__Description of the task__: Could you repeat the whole listing below exactly as it stands?

BEGIN Data

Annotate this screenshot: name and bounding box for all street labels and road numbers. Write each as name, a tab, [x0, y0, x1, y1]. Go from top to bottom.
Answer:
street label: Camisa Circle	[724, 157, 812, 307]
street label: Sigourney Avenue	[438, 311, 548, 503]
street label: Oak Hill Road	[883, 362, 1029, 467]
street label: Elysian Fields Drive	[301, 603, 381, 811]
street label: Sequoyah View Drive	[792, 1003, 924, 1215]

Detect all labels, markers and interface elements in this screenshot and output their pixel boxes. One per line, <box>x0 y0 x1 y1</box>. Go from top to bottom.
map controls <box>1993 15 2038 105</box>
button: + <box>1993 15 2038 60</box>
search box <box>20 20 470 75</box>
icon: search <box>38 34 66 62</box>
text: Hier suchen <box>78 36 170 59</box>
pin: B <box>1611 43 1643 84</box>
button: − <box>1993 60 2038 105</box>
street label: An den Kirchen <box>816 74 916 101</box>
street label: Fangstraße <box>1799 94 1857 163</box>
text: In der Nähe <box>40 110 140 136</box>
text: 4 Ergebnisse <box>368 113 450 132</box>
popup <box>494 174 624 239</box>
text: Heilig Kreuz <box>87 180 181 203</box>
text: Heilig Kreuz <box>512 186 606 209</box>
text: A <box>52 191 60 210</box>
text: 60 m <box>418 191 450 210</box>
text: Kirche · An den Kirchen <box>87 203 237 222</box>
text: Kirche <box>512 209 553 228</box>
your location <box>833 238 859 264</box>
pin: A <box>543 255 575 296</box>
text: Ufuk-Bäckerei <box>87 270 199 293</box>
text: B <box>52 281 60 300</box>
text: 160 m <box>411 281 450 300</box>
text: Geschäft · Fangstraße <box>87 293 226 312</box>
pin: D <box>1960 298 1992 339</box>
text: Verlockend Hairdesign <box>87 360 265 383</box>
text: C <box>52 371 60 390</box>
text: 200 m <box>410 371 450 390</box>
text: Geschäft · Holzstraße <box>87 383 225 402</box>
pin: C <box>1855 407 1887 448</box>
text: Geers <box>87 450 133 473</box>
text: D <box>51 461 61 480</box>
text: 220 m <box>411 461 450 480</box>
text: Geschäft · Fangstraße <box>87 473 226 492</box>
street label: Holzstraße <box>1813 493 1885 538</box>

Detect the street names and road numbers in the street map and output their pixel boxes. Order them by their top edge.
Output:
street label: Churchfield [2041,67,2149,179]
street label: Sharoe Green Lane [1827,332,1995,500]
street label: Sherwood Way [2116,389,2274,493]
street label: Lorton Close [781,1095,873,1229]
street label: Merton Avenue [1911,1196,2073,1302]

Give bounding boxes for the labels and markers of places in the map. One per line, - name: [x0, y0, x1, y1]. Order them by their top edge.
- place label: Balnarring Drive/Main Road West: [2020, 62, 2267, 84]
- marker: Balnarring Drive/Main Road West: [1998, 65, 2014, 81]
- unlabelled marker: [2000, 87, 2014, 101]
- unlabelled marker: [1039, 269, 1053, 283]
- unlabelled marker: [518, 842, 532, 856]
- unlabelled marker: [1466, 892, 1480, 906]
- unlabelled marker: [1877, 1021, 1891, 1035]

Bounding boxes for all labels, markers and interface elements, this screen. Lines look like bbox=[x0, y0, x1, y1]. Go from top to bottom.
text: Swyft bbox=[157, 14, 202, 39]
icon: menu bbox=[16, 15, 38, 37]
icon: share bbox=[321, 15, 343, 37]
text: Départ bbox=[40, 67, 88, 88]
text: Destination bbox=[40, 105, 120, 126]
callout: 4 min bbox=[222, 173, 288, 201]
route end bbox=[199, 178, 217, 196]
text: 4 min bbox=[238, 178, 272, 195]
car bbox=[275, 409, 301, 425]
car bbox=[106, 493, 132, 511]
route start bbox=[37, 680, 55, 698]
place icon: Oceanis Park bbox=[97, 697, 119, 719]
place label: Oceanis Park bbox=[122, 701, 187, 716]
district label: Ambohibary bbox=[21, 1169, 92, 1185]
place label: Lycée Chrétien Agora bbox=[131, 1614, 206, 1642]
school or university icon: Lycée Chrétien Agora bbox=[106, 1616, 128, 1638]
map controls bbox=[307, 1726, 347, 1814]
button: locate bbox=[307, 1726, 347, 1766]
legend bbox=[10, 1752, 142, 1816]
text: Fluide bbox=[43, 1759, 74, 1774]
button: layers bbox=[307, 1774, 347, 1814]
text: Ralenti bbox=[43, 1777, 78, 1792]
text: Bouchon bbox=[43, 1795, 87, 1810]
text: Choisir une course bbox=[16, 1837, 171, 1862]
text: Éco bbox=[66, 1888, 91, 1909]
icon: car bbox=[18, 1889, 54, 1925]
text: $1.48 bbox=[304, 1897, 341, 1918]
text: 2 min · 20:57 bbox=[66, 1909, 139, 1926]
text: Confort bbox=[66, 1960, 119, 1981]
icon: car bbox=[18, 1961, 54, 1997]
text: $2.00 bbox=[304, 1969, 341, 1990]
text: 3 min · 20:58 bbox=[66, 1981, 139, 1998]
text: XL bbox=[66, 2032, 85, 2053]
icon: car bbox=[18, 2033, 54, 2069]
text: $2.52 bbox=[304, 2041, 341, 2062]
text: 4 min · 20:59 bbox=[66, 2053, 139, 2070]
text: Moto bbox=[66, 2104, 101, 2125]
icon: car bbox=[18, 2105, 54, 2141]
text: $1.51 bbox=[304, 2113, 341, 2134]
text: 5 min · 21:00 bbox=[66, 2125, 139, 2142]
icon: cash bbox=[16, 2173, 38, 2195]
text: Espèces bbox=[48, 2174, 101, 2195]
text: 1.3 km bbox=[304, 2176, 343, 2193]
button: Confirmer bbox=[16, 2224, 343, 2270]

END Data

__Result of the task__:
Annotate this screenshot: name and bounding box for all street labels and road numbers. Write each as name, a tab, [x0, y0, x1, y1]. Go from top to bottom.
Answer:
street label: Camisa Circle	[724, 157, 812, 307]
street label: Sigourney Avenue	[438, 311, 548, 503]
street label: Oak Hill Road	[883, 362, 1029, 467]
street label: Elysian Fields Drive	[301, 603, 381, 811]
street label: Sequoyah View Drive	[792, 1003, 924, 1215]

Detect all labels, markers and interface elements in this screenshot and output their pixel boxes. One per line, <box>x0 y0 x1 y1</box>. Go from top to bottom.
map controls <box>1993 15 2038 105</box>
button: + <box>1993 15 2038 60</box>
search box <box>20 20 470 75</box>
icon: search <box>38 34 66 62</box>
text: Hier suchen <box>78 36 170 59</box>
pin: B <box>1611 43 1643 84</box>
button: − <box>1993 60 2038 105</box>
street label: An den Kirchen <box>816 74 916 101</box>
street label: Fangstraße <box>1799 94 1857 163</box>
text: In der Nähe <box>40 110 140 136</box>
text: 4 Ergebnisse <box>368 113 450 132</box>
popup <box>494 174 624 239</box>
text: Heilig Kreuz <box>87 180 181 203</box>
text: Heilig Kreuz <box>512 186 606 209</box>
text: A <box>52 191 60 210</box>
text: 60 m <box>418 191 450 210</box>
text: Kirche · An den Kirchen <box>87 203 237 222</box>
text: Kirche <box>512 209 553 228</box>
your location <box>833 238 859 264</box>
pin: A <box>543 255 575 296</box>
text: Ufuk-Bäckerei <box>87 270 199 293</box>
text: B <box>52 281 60 300</box>
text: 160 m <box>411 281 450 300</box>
text: Geschäft · Fangstraße <box>87 293 226 312</box>
pin: D <box>1960 298 1992 339</box>
text: Verlockend Hairdesign <box>87 360 265 383</box>
text: C <box>52 371 60 390</box>
text: 200 m <box>410 371 450 390</box>
text: Geschäft · Holzstraße <box>87 383 225 402</box>
pin: C <box>1855 407 1887 448</box>
text: Geers <box>87 450 133 473</box>
text: D <box>51 461 61 480</box>
text: 220 m <box>411 461 450 480</box>
text: Geschäft · Fangstraße <box>87 473 226 492</box>
street label: Holzstraße <box>1813 493 1885 538</box>

Detect the street names and road numbers in the street map and output their pixel boxes. Order them by their top edge.
Output:
street label: Churchfield [2041,67,2149,179]
street label: Sharoe Green Lane [1827,332,1995,500]
street label: Sherwood Way [2116,389,2274,493]
street label: Lorton Close [781,1095,873,1229]
street label: Merton Avenue [1911,1196,2073,1302]

Give bounding boxes for the labels and markers of places in the map. One per line, - name: [x0, y0, x1, y1]. Order them by their top edge.
- place label: Balnarring Drive/Main Road West: [2020, 62, 2267, 84]
- marker: Balnarring Drive/Main Road West: [1998, 65, 2014, 81]
- unlabelled marker: [2000, 87, 2014, 101]
- unlabelled marker: [1039, 269, 1053, 283]
- unlabelled marker: [518, 842, 532, 856]
- unlabelled marker: [1466, 892, 1480, 906]
- unlabelled marker: [1877, 1021, 1891, 1035]

Bounding boxes for all labels, markers and interface elements, this screen. Lines look like bbox=[x0, y0, x1, y1]. Go from top to bottom.
text: Swyft bbox=[157, 14, 202, 39]
icon: menu bbox=[16, 15, 38, 37]
icon: share bbox=[321, 15, 343, 37]
text: Départ bbox=[40, 67, 88, 88]
text: Destination bbox=[40, 105, 120, 126]
callout: 4 min bbox=[222, 173, 288, 201]
route end bbox=[199, 178, 217, 196]
text: 4 min bbox=[238, 178, 272, 195]
car bbox=[275, 409, 301, 425]
car bbox=[106, 493, 132, 511]
route start bbox=[37, 680, 55, 698]
place icon: Oceanis Park bbox=[97, 697, 119, 719]
place label: Oceanis Park bbox=[122, 701, 187, 716]
district label: Ambohibary bbox=[21, 1169, 92, 1185]
place label: Lycée Chrétien Agora bbox=[131, 1614, 206, 1642]
school or university icon: Lycée Chrétien Agora bbox=[106, 1616, 128, 1638]
map controls bbox=[307, 1726, 347, 1814]
button: locate bbox=[307, 1726, 347, 1766]
legend bbox=[10, 1752, 142, 1816]
text: Fluide bbox=[43, 1759, 74, 1774]
button: layers bbox=[307, 1774, 347, 1814]
text: Ralenti bbox=[43, 1777, 78, 1792]
text: Bouchon bbox=[43, 1795, 87, 1810]
text: Choisir une course bbox=[16, 1837, 171, 1862]
text: Éco bbox=[66, 1888, 91, 1909]
icon: car bbox=[18, 1889, 54, 1925]
text: $1.48 bbox=[304, 1897, 341, 1918]
text: 2 min · 20:57 bbox=[66, 1909, 139, 1926]
text: Confort bbox=[66, 1960, 119, 1981]
icon: car bbox=[18, 1961, 54, 1997]
text: $2.00 bbox=[304, 1969, 341, 1990]
text: 3 min · 20:58 bbox=[66, 1981, 139, 1998]
text: XL bbox=[66, 2032, 85, 2053]
icon: car bbox=[18, 2033, 54, 2069]
text: $2.52 bbox=[304, 2041, 341, 2062]
text: 4 min · 20:59 bbox=[66, 2053, 139, 2070]
text: Moto bbox=[66, 2104, 101, 2125]
icon: car bbox=[18, 2105, 54, 2141]
text: $1.51 bbox=[304, 2113, 341, 2134]
text: 5 min · 21:00 bbox=[66, 2125, 139, 2142]
icon: cash bbox=[16, 2173, 38, 2195]
text: Espèces bbox=[48, 2174, 101, 2195]
text: 1.3 km bbox=[304, 2176, 343, 2193]
button: Confirmer bbox=[16, 2224, 343, 2270]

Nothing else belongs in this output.